◆ What you are asked to do:
Look through the entries for the string "Карта", and copy each line that holds it.

◆ Exercise data:
◆ ◆ ◆ ◆ ◆
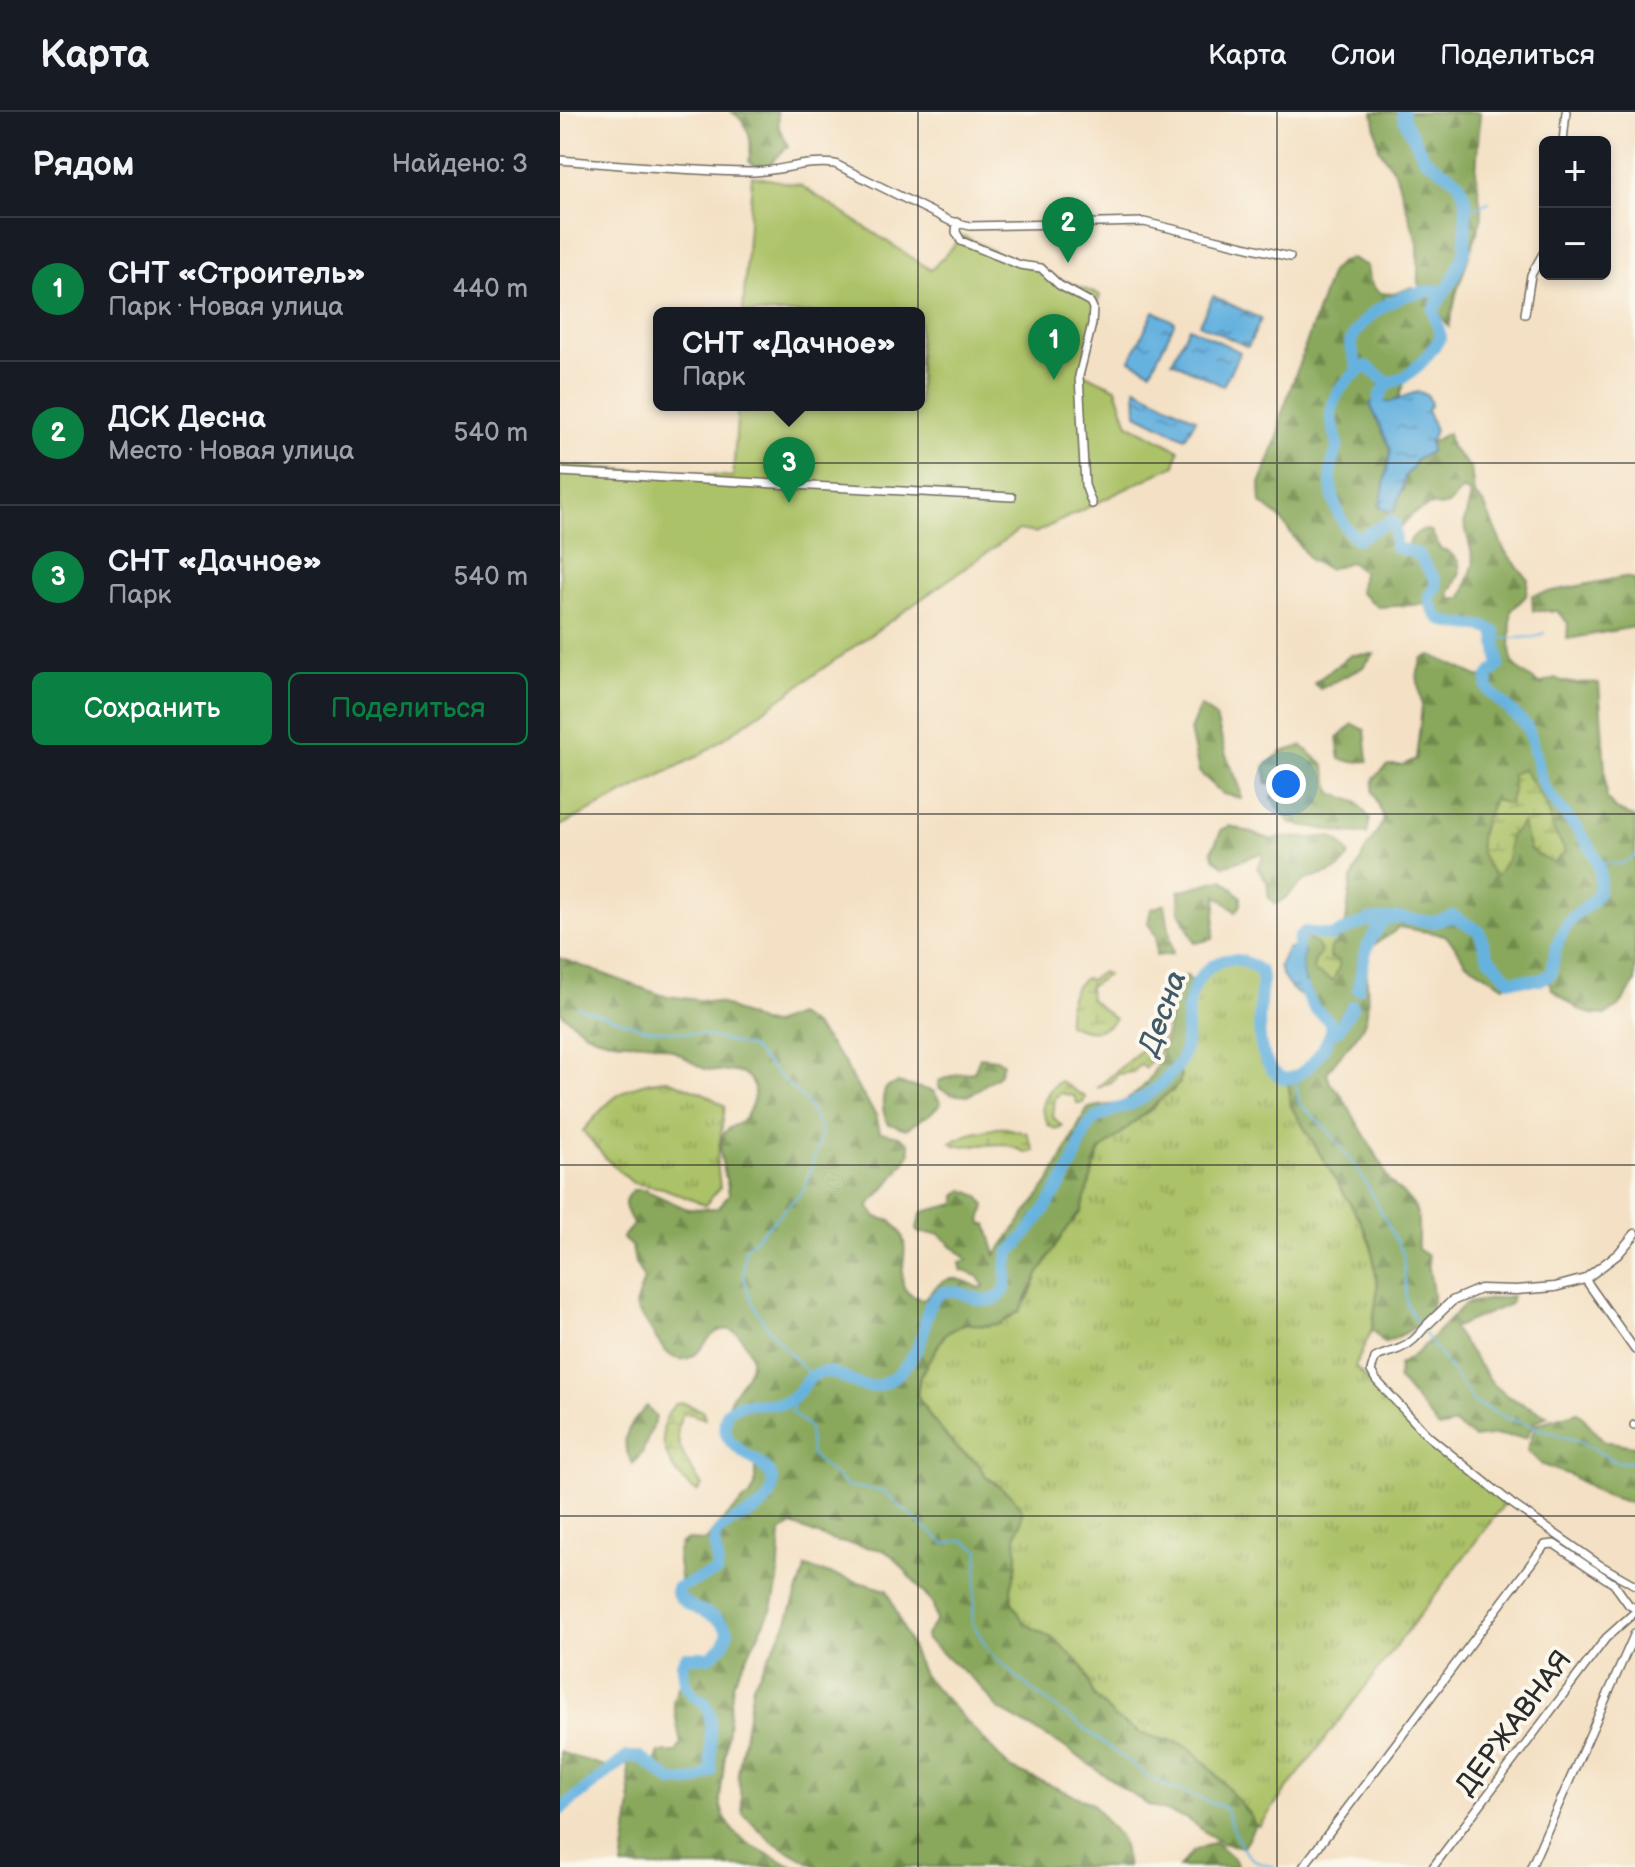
<!DOCTYPE html>
<html lang="ru">
<meta charset="utf-8">
<style>
body{margin:0;font-family:"Balsamiq Sans",sans-serif;background:#20242c;color:#f1f3f6}
.controls{position:absolute;right:24px;top:24px;display:grid;overflow:hidden;border-radius:12px;box-shadow:0 4px 12px #0003}
.controls button{width:72px;height:72px;display:grid;place-items:center;padding:0;border:0;border-bottom:2px solid #363941;background:#171b24;color:#f1f3f6;font:40px sans-serif}
.you{position:absolute;left:726px;top:672px;width:28px;height:28px;margin:-20px;border:6px solid #fff;border-radius:50%;background:#1a73e8;box-shadow:0 0 0 12px #1a73e833}
.badge{display:grid;place-items:center;width:52px;height:52px;border-radius:50%;background:#0b8043;color:#fff;font-size:26px;font-weight:700}
.pin{position:absolute;translate:-50% -66px;filter:drop-shadow(0 2px 4px #0008)}
.pin::after{content:'';position:absolute;top:42px;width:28px;height:24px;background:inherit;clip-path:polygon(0 0,100% 0,50% 100%)}
.popup{position:absolute;left:93px;top:195px;width:272px;height:104px;box-sizing:border-box;display:grid;place-content:center;border-radius:12px;background:#171b24;filter:drop-shadow(0 2px 6px #0005);font-size:26px;white-space:nowrap;color:#9ea1a6}
.popup b{font-size:30px;color:#f1f3f6}
.popup::after{content:'';position:absolute;left:50%;top:100%;margin-left:-16px;border:16px solid transparent;border-top-color:#171b24}
.list{margin:0;padding:0;list-style:none}
h2{display:flex;justify-content:space-between;align-items:center;height:104px;margin:0;padding:0 32px;font-size:34px}
h2 small{font-size:26px;font-weight:400;color:#9ea1a6}
.list li{display:grid;grid-template-columns:52px 1fr auto;gap:24px;align-items:center;box-sizing:border-box;height:144px;padding:0 32px;border-top:2px solid #363941}
.list b{display:block;font-size:30px;white-space:nowrap}
.list p{margin:0;font-size:26px;white-space:nowrap;color:#9ea1a6}
.list em{font-size:26px;font-style:normal;color:#9ea1a6}
.actions{display:flex;gap:16px;padding:24px 32px}
.actions a{flex:1;padding:18px 0;border:2px solid #0b8043;border-radius:12px;text-align:center;font-size:28px;color:#0b8043}
.actions .main{background:#0b8043;color:#fff}
.map{position:relative;flex:none;width:1075px;height:1755px;overflow:hidden}
header{display:flex;align-items:center;gap:48px;box-sizing:border-box;height:112px;padding:0 40px;background:#171b24;border-bottom:2px solid #363941}
header strong{font-size:38px}
nav{display:flex;gap:44px;margin-inline-start:auto;font-size:28px}
main{display:flex}
aside{flex:1;background:#171b24}
.map>svg:first-child{display:block}
.grass{fill:url(#grass-tufts);stroke:#6c7649;stroke-width:2}
.forest{fill:url(#forest-firs);stroke:#5a6a44;stroke-width:2;fill-rule:evenodd}
.wetland{fill:url(#wetland-marsh);stroke:#6c7649;stroke-width:2}
.garden{fill:#acc267;stroke:#6c7649;stroke-width:2}
.water{fill:url(#water-ripples);stroke:#486e85;stroke-width:2}
.lines{fill:none;stroke-linecap:round;stroke-linejoin:round}
.stream{stroke:#66b2df;stroke-width:2}
.river{stroke:#66b2df;stroke-width:12}
.minor-casing{stroke:#716b61;stroke-width:10}
.tertiary-casing{stroke:#716b61;stroke-width:11}
.minor{stroke:#fff;stroke-width:7}
.tertiary{stroke:#fff;stroke-width:8}
.grid{fill:none;stroke:#2b2b2b;stroke-width:2;stroke-opacity:0.55}
.labels{text-anchor:middle;dominant-baseline:central;stroke-width:8;stroke-linejoin:round;paint-order:stroke}
.street-label{font-size:28px;fill:#2b2b2b;stroke:#fbf7ec}
.water-label{font-size:30px;font-style:italic;fill:#405a6a;stroke:#fbf7ec}
</style>
<header>
<strong>Карта</strong>
<nav><a>Карта</a><a>Слои</a><a>Поделиться</a></nav>
</header>
<main>
<aside>
<h2>Рядом<small>Найдено: 3</small></h2>
<ul class="list">
<li><span class="badge">1</span><div><b>СНТ «Строитель»</b><p>Парк · Новая улица</p></div><em>440 m</em></li>
<li><span class="badge">2</span><div><b>ДСК Десна</b><p>Место · Новая улица</p></div><em>540 m</em></li>
<li><span class="badge">3</span><div><b>СНТ «Дачное»</b><p>Парк</p></div><em>540 m</em></li>
</ul>
<div class="actions"><a class="main">Сохранить</a><a>Поделиться</a></div>
</aside>
<div class="map">
<svg width="1075" height="1755" viewBox="0 0 1075 1755">
<defs>
<pattern id="grass-tufts" width="24" height="20" patternUnits="userSpaceOnUse" patternTransform="scale(2)"><rect width="24" height="20" fill="#acc267"/><path d="M3 7l-1-3M5 7V3M7 7l1-3M15 17l-1-3M17 17v-4M19 17l1-3" fill="none" stroke="#8c9e55"/></pattern>
<pattern id="forest-firs" width="22" height="20" patternUnits="userSpaceOnUse" patternTransform="scale(2)"><rect width="22" height="20" fill="#89a85c"/><path d="M5 1l3.5 6h-7zM16 11l3.5 6h-7z" fill="#70894c"/></pattern>
<pattern id="wetland-marsh" width="20" height="14" patternUnits="userSpaceOnUse" patternTransform="scale(2)"><rect width="20" height="14" fill="#acc267"/><path d="M1 5h8M5 5V1M11 12h8M15 12V8" fill="none" stroke="#8c9e55"/></pattern>
<pattern id="water-ripples" width="26" height="14" patternUnits="userSpaceOnUse" patternTransform="scale(2)"><rect width="26" height="14" fill="#66b2df"/><path d="M2 4q2-2 4 0t4 0M15 11q2-2 4 0t4 0" fill="none" stroke="#5491b5"/></pattern>
</defs>
<rect width="100%" height="100%" fill="#fbf7ec"/>
<filter id="ink" filterUnits="userSpaceOnUse"><feTurbulence type="fractalNoise" baseFrequency=".0125" numOctaves="2"/><feDisplacementMap in="SourceGraphic" scale="16" xChannelSelector="R" yChannelSelector="G"/><feConvolveMatrix kernelMatrix="1 2 1 2 8 2 1 2 1" color-interpolation-filters="sRGB"/></filter>
<filter id="wash" filterUnits="userSpaceOnUse"><feTurbulence type="fractalNoise" baseFrequency=".006" numOctaves="4" result="noise"/><feDisplacementMap in="SourceGraphic" scale="32" xChannelSelector="R" yChannelSelector="G"/><feGaussianBlur stdDeviation="1.8" result="paint"/><feColorMatrix in="noise" values="0 0 0 0 0 0 0 0 0 0 0 0 0 0 0 0 0 1.4 0 .05"/><feComposite in="paint" operator="in"/></filter>
<g filter="url(#wash)">
<rect width="100%" height="100%" fill="#f4e1c5"/>
<path class="grass" d="M666,847L687,851L701,860C704,872 700,880 700,891C698,916 697,962 728,967L731,994L800,1108L811,1132L818,1176L812,1217L795,1255L867,1329L945,1391L699,1714L695,1713L690,1703L649,1654L622,1632L582,1622L555,1606L534,1584L523,1555L496,1529L464,1511L452,1490L451,1477L457,1452L456,1422L461,1410L452,1384L425,1363L414,1347L396,1336L371,1306L357,1283L360,1264L385,1222L406,1211L429,1214L468,1187L478,1163L503,1122L521,1099L539,1040L560,1020L592,997L604,984L613,979L621,965L619,953L626,927L631,885L645,858L658,848Z
M107,968L143,981L165,994L157,1049L160,1076L145,1093L103,1076L73,1071L49,1050L23,1019C50,987 64,971 107,968Z"/>
<path class="forest" d="M172,0H217L219,16L228,34L210,52L195,54L189,49C193,31 190,11 172,0Z
M813,0H920L916,60L922,105L897,179L889,215L858,171V132L835,60L819,37Z
M791,146L807,154C810,185 827,187 852,175C871,184 876,206 881,225L868,244L842,268L844,270L838,288L822,291L817,287L810,292L831,338L820,394L838,385L843,378L845,364L855,349L871,339L870,331L888,321L891,335L911,357L914,382L924,392L944,438L968,467L966,484L951,499C952,512 947,542 954,552C959,560 972,567 980,572L995,566C1013,576 1024,567 1039,572L1047,687L1056,698L1075,706V871L1059,895L1045,903L1031,902L1018,897L992,877L987,865L950,868L944,874L905,850L895,834L885,823L838,815C831,826 817,826 810,838C802,852 811,887 806,906C801,925 778,942 767,961L770,971L780,981L822,1053C828,1075 842,1077 853,1093C861,1104 857,1124 858,1137L868,1144C868,1158 872,1170 873,1184C875,1209 843,1223 824,1231L812,1217L818,1176L811,1132L800,1108L731,994L728,967C749,962 766,937 772,917C769,907 761,906 756,897C742,877 736,868 736,843C736,833 737,826 745,820L771,824L785,818L791,769L804,741L824,708L813,678L814,666L828,653H843L856,647L862,594L857,564L862,546L871,543L926,568C929,563 937,558 939,553C941,548 939,539 938,534C930,494 893,532 870,492L818,495L799,480L803,460L790,450L768,457L750,448L720,406L701,391L700,372L720,319V307L771,160L780,150ZM902,378L908,379L910,388L904,410L914,451L902,486L893,488L889,482L900,461L899,450L888,439L880,437L871,419C856,415 851,428 843,439L835,435V422L852,402L871,393L880,395L888,393Z
M1064,465L1075,467V515L1007,527L1008,511L997,499H973L972,483Z
M814,542L802,556L760,577L754,571L791,543Z
M640,594L656,605L666,643L680,675L681,686L663,682L639,660L630,618Z
M793,612L805,618L808,649L793,650L780,647L777,626Z
M742,634L764,653L772,681L797,690L810,707L807,722C781,723 757,714 731,712L711,686L720,672L707,671L704,654L722,640Z
M670,714L713,728C729,722 730,726 745,726C771,726 770,717 789,742C783,763 762,761 746,768C734,774 728,788 715,792L709,786L707,769L697,756L703,745L702,741L664,754L654,746L652,738L662,717Z
M663,767L681,785V793L676,800L657,783L653,827L635,831L619,798V779Z
M605,792L613,842L596,844V824L588,811L591,797Z
M0,846L101,883L160,891L201,911L213,912L237,903L254,914L285,951L292,967L316,1003L320,1020L339,1024L349,1031L350,1042C338,1062 325,1077 308,1094L316,1105L331,1109C335,1113 342,1120 343,1126C351,1149 326,1181 364,1187C385,1164 391,1161 420,1176L424,1174L417,1164L401,1158L400,1150L408,1148L379,1122L359,1121L356,1118L362,1100L396,1092V1084L403,1078L419,1084L425,1094L421,1109L423,1112H427L436,1143L491,1067L527,997C539,991 552,996 563,990C613,963 602,908 622,865L627,864L632,870L623,898L626,927L619,943L620,971L539,1040L521,1099L503,1122L478,1163L460,1199L440,1212L423,1214L406,1211L385,1222L360,1264L357,1283L371,1306L396,1336L418,1351L425,1364L452,1384L462,1398L461,1410L456,1422L457,1452L451,1477L452,1490L464,1511L497,1529L523,1555L534,1584L555,1606L582,1622L627,1634L649,1654L690,1703L695,1713L683,1735L661,1731L625,1706L588,1693L500,1632L438,1597L418,1572L367,1528L366,1523L376,1509L373,1492L334,1445L323,1438L274,1429L232,1413L221,1420L218,1470L212,1496L173,1572L160,1688C165,1730 202,1737 233,1755H62L71,1692L67,1645H80L94,1655L99,1640H116L121,1633L113,1589L122,1564L123,1547L126,1545H151L168,1524C164,1495 118,1504 117,1476L121,1473L117,1442L121,1431L127,1428L146,1429C155,1415 162,1409 174,1398C181,1392 181,1388 190,1385L195,1374V1356L200,1352L169,1328L164,1312L171,1297L169,1291L171,1286C185,1263 202,1253 182,1227C177,1219 171,1216 161,1218C148,1222 145,1236 134,1243C110,1260 95,1223 85,1209C81,1203 77,1200 75,1194L84,1167L75,1151L72,1135L62,1126L73,1113C69,1099 57,1092 73,1078H85L127,1097L158,1096L169,1083C168,1065 155,1041 163,1023C166,1015 176,1014 182,1009C189,1002 196,985 194,975C188,953 159,962 145,957C130,951 118,938 102,934C80,928 56,933 35,925C21,919 11,909 0,900Z
M420,945L436,947L443,951L439,963L408,984L390,982L379,976L378,969L398,962L414,960Z
M337,971L373,979L381,991L370,1002L346,1017L329,1012C322,1002 321,987 326,976Z
M952,1184L950,1192L893,1216L933,1272L947,1284L988,1304L975,1309L966,1326L937,1323L914,1326L895,1312L879,1316L838,1267L839,1253L858,1240L906,1191Z
M87,1294L96,1306L82,1341L73,1352C56,1326 70,1313 87,1294Z
M1018,1300L1044,1329L1075,1334V1390L1073,1392L1039,1381L1010,1363L982,1353L967,1338L976,1312Z
M246,1455L327,1478L363,1563L450,1656L532,1691L562,1729L567,1755H257L211,1729L183,1702L178,1661L193,1573L226,1512Z
M0,1639C16,1649 36,1647 51,1659L0,1698Z
M655,1730L675,1748L678,1755H619L633,1739Z"/>
<path class="wetland" d="M963,657L987,694L994,720L1006,739L993,751L970,738L962,711L949,726L948,746L936,764C910,738 920,718 934,688L949,692L953,679L952,662Z
M784,822L770,837L771,846L779,849V855L773,869L753,859L755,849L761,839L757,832L750,829L748,823L765,827Z
M542,860L547,863L529,875L530,887L555,907C542,923 526,920 508,912C507,896 510,875 525,866L530,868Z
M602,920L600,938L585,956L581,952L573,960L558,962L552,970L537,976Z
M500,969L525,985L523,991H517L514,984L500,981L495,986L493,1005L502,1014L496,1017L489,1014L482,998C485,985 488,977 500,969Z
M442,1015L467,1021L474,1039L467,1041L446,1032L396,1034L391,1030L409,1022Z
M124,1291L143,1299L145,1307L131,1302H123C108,1328 128,1351 142,1374L137,1380C109,1360 89,1321 115,1292Z"/>
<path class="garden" d="M192,64L240,73L371,158L403,124L447,146L540,183L523,261L556,276L568,312L619,338L615,353L475,421L459,418L142,642L0,714V353L173,365L178,293H359V201H183Z"/>
<path class="water" d="M653,184L701,207L688,235L639,212Z
M594,199L615,210L591,259L570,248Z
M629,215L680,240L663,274L612,249Z
M576,276L636,307L625,326L577,302Z
M860,280L868,284L871,292L867,298L875,318L870,331L871,339L855,349L853,356L845,364C844,377 838,386 835,398L828,400L820,394L831,338L810,292L817,287C832,296 844,281 860,280Z
M737,834L744,840C740,859 742,868 753,883L752,889C735,884 723,870 719,854L727,837Z"/>
<g class="lines">
<path class="stream" d="M906,95L914,96L929,90
M937,527L975,525L984,521
M1036,750L1061,752L1075,744
M17,895L86,917L139,922L190,935L247,991L262,1021L244,1078L185,1137C185,1146 183,1155 184,1163C189,1203 226,1237 252,1265
M735,965L739,991L770,1020L804,1067L843,1142L847,1193L861,1216
M864,1221L915,1291L947,1306L1018,1329L1057,1350H1075
M239,1281L231,1300L249,1315L251,1343L287,1374L322,1379L385,1432L403,1428L419,1438L412,1510L430,1541L471,1577L596,1670L665,1696C678,1726 679,1749 714,1755"/>
<path class="river" d="M798,259L790,231C806,196 846,177 883,179
M823,302C814,289 820,283 828,271
M736,849L739,825L745,820L771,824L809,808L837,806L874,810L893,804L919,819L928,845L950,868H980L991,862C994,841 998,823 1012,806C1021,796 1033,793 1038,780C1052,741 1000,704 984,674C977,660 973,623 966,614C955,601 939,590 927,576L928,564L939,553L935,520C913,504 874,527 869,483L876,477V469L858,442L835,435V413L831,409L797,427C778,412 770,384 771,360C771,351 776,343 777,335C778,325 771,314 771,304C772,282 788,264 806,254L828,271C853,266 867,245 881,225L873,198L892,169L905,139L906,88L898,69L864,46L843,5V0
M798,877C804,848 803,832 825,808
M770,922L778,918L793,894
M0,1698L67,1645H80L113,1670L138,1668L151,1660L150,1602L145,1591L133,1583L125,1572L122,1551L126,1545H150L164,1532L168,1520C157,1497 128,1501 116,1480L117,1476L156,1460C161,1448 151,1435 156,1424C167,1403 205,1406 212,1377C221,1343 149,1345 168,1299C189,1284 205,1297 226,1290C240,1285 244,1266 256,1262C284,1252 298,1289 330,1268C345,1258 357,1241 362,1224C366,1212 366,1193 376,1185C396,1167 420,1199 438,1185C454,1174 441,1155 450,1141C453,1136 459,1132 462,1127C480,1106 496,1081 510,1057C518,1043 520,1026 529,1013C537,1002 554,999 566,994C580,989 596,978 606,967C615,958 622,950 625,937C628,921 626,904 630,889C638,853 671,833 701,860C704,872 700,880 700,892C698,918 697,953 724,967C747,965 765,938 772,917L769,909L754,896L743,877"/>
</g>
</g>
<g filter="url(#ink)">
<g class="lines">
<defs>
<path id="minor" d="M1003,30L1006,0
M0,48C63,53 127,59 190,60C219,60 246,48 275,52L390,109L410,114L584,110L730,145
M397,110L396,120L401,129L460,153L481,156L499,173L530,190L533,196L532,212L519,264L525,373L532,392
M965,202L971,163L985,138
M0,360L452,385
M1025,1167L1075,1238
M868,1212C860,1221 853,1231 841,1236C833,1240 824,1241 815,1246L811,1259L816,1268L867,1323L951,1391L1040,1453L1075,1473
M1074,1313H1075
M743,1755L985,1433L994,1432L1054,1472L1069,1493L1075,1496
M873,1755L1046,1526L1075,1500
M971,1755L1075,1521"/>
<path id="tertiary" d="M868,1212L892,1189L920,1177L956,1178L995,1175L1025,1167L1058,1142L1075,1122"/>
</defs>
<use href="#minor" class="minor-casing"/>
<use href="#tertiary" class="tertiary-casing"/>
<use href="#minor" class="minor"/>
<use href="#tertiary" class="tertiary"/>
</g>
</g>
<path class="grid" d="M358,0V1755M717,0V1755M0,351H1075M0,702H1075M0,1053H1075M0,1404H1075"/>
<g class="labels">
<g class="street-label">
<text transform="translate(954 1611) rotate(-53)">ДЕРЖАВНАЯ</text>
</g>
<g class="water-label">
<text transform="translate(603 901) rotate(-70)">Десна</text>
</g>
</g>
</svg>
<div class="controls">
<button>+</button>
<button>−</button>
</div>
<div class="you"></div>
<div class="pin badge" style="left:494px;top:268px">1</div>
<div class="pin badge" style="left:508px;top:151px">2</div>
<div class="pin badge" style="left:229px;top:391px">3</div>
<div class="popup"><b>СНТ «Дачное»</b>Парк</div>
</div>
</main>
◆ ◆ ◆ ◆ ◆
◆ Reply to the task:
<strong>Карта</strong>
<nav><a>Карта</a><a>Слои</a><a>Поделиться</a></nav>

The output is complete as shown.